- **RAW DATA**
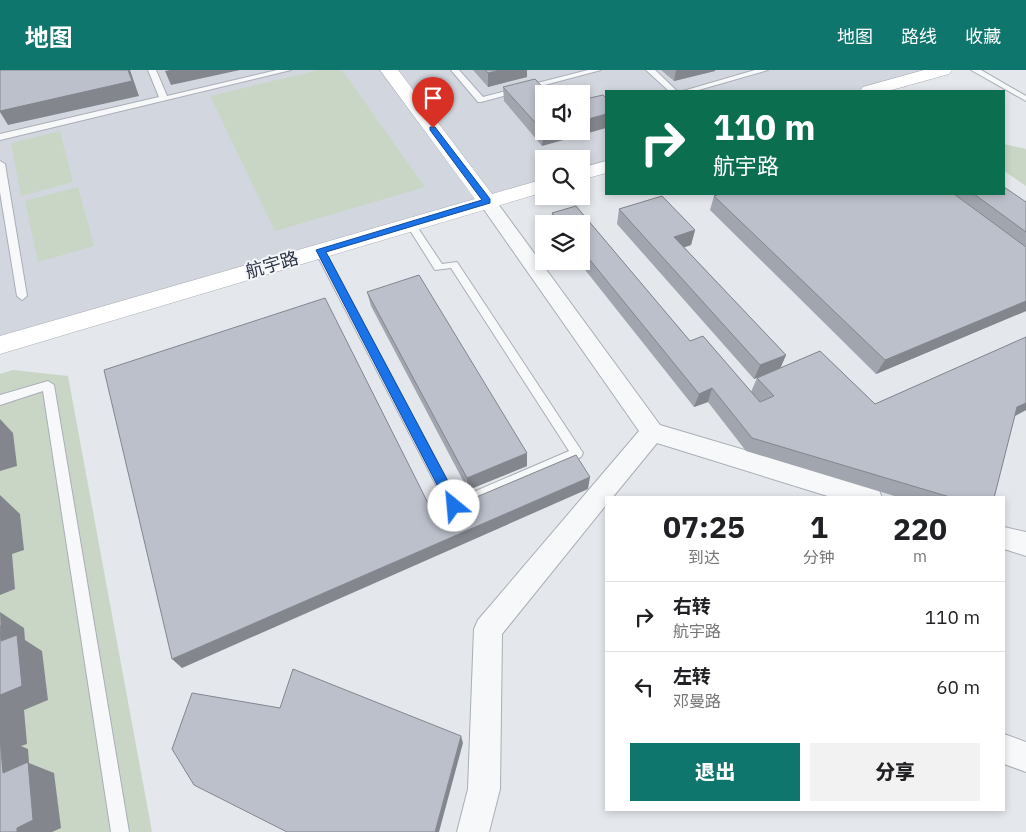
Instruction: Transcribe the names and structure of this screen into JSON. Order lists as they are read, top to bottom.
{
  "streets": {
    "street": ["航宇路"]
  },
  "page": {
    "header": "地图",
    "nav": ["地图", "路线", "收藏"],
    "turn": ["110 m", "航宇路"],
    "eta": [
      "07:25",
      "到达",
      "1",
      "分钟",
      "220",
      "m"
    ],
    "list": [
      {
        "name": "右转",
        "note": "航宇路",
        "value": "110 m"
      },
      {
        "name": "左转",
        "note": "邓曼路",
        "value": "60 m"
      }
    ],
    "buttons": ["退出", "分享"]
  }
}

- **EXERCISE INSTRUCTIONS**
When you restate the listing above, give each line word for word but leave out every image.

- **RESPONSE TO THIS TASK**
Instruction: Transcribe the names and structure of this screen into JSON. Order lists as they are read, top to bottom.
{
  "streets": {
    "street": ["航宇路"]
  },
  "page": {
    "header": "地图",
    "nav": ["地图", "路线", "收藏"],
    "turn": ["110 m", "航宇路"],
    "eta": [
      "07:25",
      "到达",
      "1",
      "分钟",
      "220",
      "m"
    ],
    "list": [
      {
        "name": "右转",
        "note": "航宇路",
        "value": "110 m"
      },
      {
        "name": "左转",
        "note": "邓曼路",
        "value": "60 m"
      }
    ],
    "buttons": ["退出", "分享"]
  }
}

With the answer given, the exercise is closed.